Kalistyn Burley, a now PharmSci Alum, was prepared to defend her dissertation in person in April. Instead, Burley had a completely virtual experience and defended her dissertation through a computer screen in her own home.
We took some time to chat with Kalistyn to see what advice she could provide for students that are having to defend virtually.
Q: What was something that you wish you would have known before your defense?
A: It will be different than you imagined, but you can still celebrate with all your friends and family. My husband organized a zoom happy hour celebration that evening with a bunch of our closest friends. I still had champagne, but I did not have to share it.
Q: Did you have any technical difficulties?
A: Yes! I intended to use my TV as a secondary monitor (to view the audience) but ended up having issues with the sound and microphone settings. Also, there were two points during my talk where the doorbell rang repeatedly and my dog barked. It turned out to be flower and champagne delivery! Additionally, I had some notifications pop up on my screen during the presentation and was concerned that it might be distracting for the audience. It really helped to have my husband in the room as the “tech” guy to deal with all the distractions. He used his headphones to watch my talk on his laptop and was able to reassure me that my notifications weren’t visible to the virtual attendees. He also called me out for mindlessly taking off my shoes and hugging my knees during the questions. For some folks, it might be better to stand while speaking so as to preserve the formality of the presentation.

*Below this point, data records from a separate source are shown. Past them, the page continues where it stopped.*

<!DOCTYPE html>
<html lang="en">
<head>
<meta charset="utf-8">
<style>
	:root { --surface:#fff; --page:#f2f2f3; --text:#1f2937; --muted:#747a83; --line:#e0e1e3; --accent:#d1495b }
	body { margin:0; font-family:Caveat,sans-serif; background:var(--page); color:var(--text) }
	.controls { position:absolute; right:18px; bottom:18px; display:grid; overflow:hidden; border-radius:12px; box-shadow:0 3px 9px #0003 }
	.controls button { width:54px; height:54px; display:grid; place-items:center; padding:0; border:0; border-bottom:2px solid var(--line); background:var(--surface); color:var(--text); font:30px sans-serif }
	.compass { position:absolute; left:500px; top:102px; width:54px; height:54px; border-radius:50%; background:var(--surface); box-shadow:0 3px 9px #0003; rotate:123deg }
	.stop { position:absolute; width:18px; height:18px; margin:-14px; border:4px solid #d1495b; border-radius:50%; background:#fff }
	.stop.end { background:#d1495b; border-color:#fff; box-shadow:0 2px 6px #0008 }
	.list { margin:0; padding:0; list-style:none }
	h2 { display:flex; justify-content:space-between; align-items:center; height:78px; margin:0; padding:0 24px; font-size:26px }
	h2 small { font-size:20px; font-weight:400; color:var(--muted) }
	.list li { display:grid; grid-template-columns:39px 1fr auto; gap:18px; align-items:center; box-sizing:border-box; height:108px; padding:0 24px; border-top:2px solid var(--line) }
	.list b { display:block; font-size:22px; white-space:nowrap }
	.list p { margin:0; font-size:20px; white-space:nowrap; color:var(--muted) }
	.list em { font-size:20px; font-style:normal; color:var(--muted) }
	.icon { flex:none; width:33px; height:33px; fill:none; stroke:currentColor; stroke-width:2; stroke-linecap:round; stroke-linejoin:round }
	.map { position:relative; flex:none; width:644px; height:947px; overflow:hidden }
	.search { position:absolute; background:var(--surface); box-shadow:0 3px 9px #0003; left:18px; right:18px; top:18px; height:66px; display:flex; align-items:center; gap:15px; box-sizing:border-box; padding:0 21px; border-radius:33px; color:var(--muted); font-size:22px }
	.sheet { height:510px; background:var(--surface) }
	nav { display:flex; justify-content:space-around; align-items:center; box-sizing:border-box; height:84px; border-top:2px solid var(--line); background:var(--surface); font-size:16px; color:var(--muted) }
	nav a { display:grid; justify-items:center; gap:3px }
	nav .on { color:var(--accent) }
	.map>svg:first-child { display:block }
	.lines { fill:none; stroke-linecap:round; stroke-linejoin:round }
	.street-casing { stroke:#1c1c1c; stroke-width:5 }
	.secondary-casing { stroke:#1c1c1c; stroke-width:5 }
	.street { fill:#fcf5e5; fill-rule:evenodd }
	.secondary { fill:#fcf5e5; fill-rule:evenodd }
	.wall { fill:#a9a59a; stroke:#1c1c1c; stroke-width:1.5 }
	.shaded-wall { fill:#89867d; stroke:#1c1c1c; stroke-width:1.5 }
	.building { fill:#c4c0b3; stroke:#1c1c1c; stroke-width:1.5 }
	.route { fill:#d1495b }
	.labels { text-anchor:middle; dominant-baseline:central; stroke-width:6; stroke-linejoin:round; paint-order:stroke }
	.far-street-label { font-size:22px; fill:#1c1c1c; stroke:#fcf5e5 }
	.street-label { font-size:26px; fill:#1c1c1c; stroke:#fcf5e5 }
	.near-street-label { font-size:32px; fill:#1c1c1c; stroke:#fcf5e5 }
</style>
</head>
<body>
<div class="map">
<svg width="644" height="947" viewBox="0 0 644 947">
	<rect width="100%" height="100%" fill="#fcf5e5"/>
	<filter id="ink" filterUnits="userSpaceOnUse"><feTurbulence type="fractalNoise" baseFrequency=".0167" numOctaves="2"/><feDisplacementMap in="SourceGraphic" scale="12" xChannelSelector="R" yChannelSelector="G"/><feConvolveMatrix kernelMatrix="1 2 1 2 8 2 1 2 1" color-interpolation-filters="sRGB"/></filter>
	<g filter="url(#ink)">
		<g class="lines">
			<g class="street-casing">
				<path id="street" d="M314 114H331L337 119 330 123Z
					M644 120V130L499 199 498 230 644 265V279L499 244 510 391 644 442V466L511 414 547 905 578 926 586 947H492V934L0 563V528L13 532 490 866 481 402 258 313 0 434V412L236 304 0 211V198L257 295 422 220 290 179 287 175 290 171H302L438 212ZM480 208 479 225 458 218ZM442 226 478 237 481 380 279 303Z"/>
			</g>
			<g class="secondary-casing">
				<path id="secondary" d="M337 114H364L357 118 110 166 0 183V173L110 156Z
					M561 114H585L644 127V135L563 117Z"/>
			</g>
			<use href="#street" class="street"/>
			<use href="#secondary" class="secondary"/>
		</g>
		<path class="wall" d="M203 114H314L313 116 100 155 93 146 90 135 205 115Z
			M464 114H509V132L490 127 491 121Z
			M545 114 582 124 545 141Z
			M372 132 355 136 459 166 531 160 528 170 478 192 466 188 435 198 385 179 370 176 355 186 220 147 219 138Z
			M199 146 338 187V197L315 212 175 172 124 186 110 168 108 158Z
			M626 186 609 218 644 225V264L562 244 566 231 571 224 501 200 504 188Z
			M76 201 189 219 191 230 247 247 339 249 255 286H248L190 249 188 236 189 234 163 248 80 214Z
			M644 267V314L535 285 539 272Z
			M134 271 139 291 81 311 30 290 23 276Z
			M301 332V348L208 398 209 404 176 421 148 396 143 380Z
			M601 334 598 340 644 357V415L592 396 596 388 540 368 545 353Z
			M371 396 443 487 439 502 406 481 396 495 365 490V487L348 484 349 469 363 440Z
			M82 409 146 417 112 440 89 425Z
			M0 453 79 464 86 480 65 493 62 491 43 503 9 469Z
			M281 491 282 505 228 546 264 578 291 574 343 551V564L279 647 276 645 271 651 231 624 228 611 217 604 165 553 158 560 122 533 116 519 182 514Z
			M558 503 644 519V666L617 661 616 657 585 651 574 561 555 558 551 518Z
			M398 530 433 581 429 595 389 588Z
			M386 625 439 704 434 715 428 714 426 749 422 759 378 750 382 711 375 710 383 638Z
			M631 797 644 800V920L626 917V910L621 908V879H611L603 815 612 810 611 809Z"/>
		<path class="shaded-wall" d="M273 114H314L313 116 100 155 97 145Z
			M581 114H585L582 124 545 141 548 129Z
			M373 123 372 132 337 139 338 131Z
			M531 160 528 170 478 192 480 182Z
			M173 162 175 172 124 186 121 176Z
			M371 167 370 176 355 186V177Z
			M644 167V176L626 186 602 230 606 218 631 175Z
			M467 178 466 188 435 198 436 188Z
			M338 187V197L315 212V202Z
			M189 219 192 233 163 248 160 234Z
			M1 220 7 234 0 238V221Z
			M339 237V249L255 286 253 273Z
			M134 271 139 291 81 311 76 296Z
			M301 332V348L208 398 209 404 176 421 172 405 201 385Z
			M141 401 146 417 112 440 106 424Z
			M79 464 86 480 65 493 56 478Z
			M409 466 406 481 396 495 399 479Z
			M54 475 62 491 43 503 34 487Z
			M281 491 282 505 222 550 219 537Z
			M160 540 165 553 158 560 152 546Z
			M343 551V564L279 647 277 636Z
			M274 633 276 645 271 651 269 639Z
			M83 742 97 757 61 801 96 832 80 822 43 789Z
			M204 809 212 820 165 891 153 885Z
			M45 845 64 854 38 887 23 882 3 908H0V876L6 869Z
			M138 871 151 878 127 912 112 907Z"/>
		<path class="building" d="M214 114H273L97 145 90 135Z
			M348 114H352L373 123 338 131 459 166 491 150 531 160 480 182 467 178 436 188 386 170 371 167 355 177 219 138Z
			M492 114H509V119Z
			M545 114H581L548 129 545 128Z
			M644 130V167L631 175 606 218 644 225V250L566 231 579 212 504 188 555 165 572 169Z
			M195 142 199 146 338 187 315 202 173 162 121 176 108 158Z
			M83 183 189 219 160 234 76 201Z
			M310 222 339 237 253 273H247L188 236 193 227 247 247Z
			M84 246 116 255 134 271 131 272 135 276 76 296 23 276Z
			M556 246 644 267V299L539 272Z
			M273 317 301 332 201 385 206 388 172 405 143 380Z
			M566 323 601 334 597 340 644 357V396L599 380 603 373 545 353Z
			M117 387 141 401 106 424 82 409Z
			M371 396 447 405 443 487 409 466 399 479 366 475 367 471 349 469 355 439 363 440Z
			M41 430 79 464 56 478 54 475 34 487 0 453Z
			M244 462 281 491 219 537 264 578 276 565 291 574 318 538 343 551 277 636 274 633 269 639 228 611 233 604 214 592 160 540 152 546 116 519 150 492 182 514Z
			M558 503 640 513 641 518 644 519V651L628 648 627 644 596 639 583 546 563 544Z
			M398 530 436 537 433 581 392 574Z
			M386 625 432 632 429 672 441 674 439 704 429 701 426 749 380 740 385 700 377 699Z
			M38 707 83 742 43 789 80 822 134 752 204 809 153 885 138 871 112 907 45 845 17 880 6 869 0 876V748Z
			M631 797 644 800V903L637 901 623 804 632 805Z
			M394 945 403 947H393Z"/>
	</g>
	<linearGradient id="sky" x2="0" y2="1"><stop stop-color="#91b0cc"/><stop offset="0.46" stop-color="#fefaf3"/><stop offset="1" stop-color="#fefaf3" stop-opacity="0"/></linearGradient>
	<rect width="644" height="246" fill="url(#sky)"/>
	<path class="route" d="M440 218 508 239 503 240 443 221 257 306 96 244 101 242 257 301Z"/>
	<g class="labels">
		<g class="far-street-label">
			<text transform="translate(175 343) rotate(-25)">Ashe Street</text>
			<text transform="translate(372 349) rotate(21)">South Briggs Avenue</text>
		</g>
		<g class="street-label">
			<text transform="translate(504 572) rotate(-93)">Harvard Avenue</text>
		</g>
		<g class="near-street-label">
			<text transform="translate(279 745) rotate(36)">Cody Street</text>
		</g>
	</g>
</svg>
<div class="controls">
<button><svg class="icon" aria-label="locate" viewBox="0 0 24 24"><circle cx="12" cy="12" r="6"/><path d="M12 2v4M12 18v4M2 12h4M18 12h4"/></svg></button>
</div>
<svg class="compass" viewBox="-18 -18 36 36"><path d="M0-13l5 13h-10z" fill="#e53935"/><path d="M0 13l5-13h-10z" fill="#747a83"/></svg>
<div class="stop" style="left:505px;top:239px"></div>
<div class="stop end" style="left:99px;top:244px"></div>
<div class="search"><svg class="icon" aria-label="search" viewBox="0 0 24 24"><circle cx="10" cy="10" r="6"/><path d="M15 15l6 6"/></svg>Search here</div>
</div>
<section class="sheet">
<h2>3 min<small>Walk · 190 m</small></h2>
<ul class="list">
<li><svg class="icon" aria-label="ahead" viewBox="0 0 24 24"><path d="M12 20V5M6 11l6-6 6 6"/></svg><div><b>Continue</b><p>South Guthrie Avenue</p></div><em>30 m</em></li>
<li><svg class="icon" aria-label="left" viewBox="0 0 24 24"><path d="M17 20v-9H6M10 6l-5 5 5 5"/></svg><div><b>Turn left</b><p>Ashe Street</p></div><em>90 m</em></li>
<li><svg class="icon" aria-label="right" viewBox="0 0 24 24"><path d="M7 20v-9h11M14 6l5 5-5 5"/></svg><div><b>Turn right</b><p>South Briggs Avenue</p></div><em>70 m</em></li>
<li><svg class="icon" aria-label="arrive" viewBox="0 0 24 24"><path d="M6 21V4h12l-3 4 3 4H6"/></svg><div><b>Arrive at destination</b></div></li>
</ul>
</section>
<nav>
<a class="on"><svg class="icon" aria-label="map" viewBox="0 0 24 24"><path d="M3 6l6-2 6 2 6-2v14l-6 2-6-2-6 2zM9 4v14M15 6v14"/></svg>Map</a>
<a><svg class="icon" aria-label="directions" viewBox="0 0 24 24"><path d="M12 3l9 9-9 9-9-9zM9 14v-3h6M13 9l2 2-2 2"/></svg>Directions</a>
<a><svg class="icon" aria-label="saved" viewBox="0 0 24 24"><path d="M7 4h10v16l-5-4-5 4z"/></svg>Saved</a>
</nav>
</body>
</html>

Q: Did you test everything out before your talk?
A: I did a practice presentation, which I recommend – however, no matter your preparation, something is bound to go wrong. I recommend to be prepared to just roll with it!
Q: Was there anything that was really frustrating during your defense?
A: I was disappointed, at first, when I realized that I would likely need to defend remotely. However, I was also thankful that I was able to carry on as scheduled and that folks who would not have otherwise been able to attend (due to travel restrictions or work) were able to join in for the Zoom meeting. Presenting on Zoom also made it easy to record and share with others! Both my parents work in “essential services” up in northern California and it would have been challenging for them to travel and attend an in-person defense given the current climate. My mom is an ER nurse and was scheduled to work the days before and after my defense date; using Zoom, she and my dad were able to readily join the meeting from home! We set up some practice Zoom meetings with them ahead of time to sort out any technical issues on their end.
Q: What is some advice you’d give someone who is getting ready to defend virtually?
A: For me, it was really important to be able to see some of the audience members’ faces. During my practice talk, I sometimes felt as though I was talking to myself, which made it harder to engage with the audience. Along those lines, I think it becomes particularly important to carefully craft and animate your slides. The content of your slides will take up a large proportion of their computer screen, so it’s critical not to overwhelm the audience with too much information at once. Also, when sharing your screen, be sure to only share the application or program containing your slides (eg. PowerPoint, web browser). That way, the audience won’t be able to see any notifications or other distractions that might pop up on your computer.
Audience Tip: make sure to unmute and clap at the end! This will give the presenter a sense of completion.
Q: What are your plans for the future?
A: I have started a job at Vertex Pharmaceuticals in San Diego as a Computational Chemist. I had a virtual onboarding last Monday and I am now working remotely! We use Zoom a lot.